Bond Traders Unnerved as Laborers Scoff at $159 Pay RaiseSebastian Boyd
Gaston Munoz, a 42-year-old building contractor in Santiago, has only been able to hire four of the 14 additional laborers he needs for an office renovation.
That’s even after boosting the amount he offered to pay each worker by 100,000 pesos ($159) a month, or a 22 percent increase. Now, he has to decide whether to raise wages again, and wipe out his share of the profit on the $6 million project, or risk a lawsuit for missing the deadline in his contract.
“I have to offer all the money I have and even then we come out behind,” he said by telephone. “I need 14 people and have been trying to recruit for two weeks. If people don’t arrive, I am going to have to keep increasing pay. Clearly I’m going through a crisis.”
Munoz isn’t alone in his predicament.
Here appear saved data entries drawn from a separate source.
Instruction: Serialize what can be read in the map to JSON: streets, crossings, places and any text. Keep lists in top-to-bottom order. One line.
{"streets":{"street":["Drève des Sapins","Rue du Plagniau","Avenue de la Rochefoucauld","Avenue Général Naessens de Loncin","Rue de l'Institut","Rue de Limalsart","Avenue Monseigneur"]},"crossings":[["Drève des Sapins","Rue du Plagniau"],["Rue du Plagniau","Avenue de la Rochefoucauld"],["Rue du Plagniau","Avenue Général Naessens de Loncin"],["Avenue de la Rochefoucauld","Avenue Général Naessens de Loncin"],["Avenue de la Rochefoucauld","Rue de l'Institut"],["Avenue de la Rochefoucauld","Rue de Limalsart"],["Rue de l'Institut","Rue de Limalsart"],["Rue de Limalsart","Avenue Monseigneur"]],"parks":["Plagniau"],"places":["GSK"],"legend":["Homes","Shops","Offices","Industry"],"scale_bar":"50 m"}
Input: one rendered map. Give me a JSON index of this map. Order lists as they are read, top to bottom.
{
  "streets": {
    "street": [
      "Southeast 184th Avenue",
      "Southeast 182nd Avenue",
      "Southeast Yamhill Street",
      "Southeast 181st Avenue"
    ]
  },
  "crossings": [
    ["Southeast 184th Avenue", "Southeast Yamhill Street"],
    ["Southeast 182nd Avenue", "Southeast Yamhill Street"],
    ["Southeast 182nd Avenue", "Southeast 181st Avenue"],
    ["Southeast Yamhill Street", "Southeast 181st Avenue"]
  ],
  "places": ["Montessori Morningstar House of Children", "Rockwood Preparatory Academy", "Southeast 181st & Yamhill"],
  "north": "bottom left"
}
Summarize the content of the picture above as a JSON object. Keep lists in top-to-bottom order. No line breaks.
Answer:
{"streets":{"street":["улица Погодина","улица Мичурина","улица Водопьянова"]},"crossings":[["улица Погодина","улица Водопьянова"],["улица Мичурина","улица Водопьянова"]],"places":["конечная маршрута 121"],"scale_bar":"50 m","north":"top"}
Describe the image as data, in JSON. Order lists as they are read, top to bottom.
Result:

Wages in Chile are rising by the most in almost five years, helping keep inflation above the central bank’s target and curtailing policy makers’ ability to cut interest rates to revive a sluggish economy.
It also has bond traders bracing for faster consumer price increases. Their 10-year cost-of-living expectations have now jumped 0.42 percentage point from an 18-month low Jan. 20 to 3.11 percent, closest to the highest since April 2012, data compiled by Bloomberg show.
“The strength of the labor market is getting into inflation,” David Rees, an economist at Capital Economics Ltd. said by telephone from London. “We had been expecting a couple more rate cuts, but we took them out. The lack of rate cuts means the rebound won’t be as strong as it would have been.”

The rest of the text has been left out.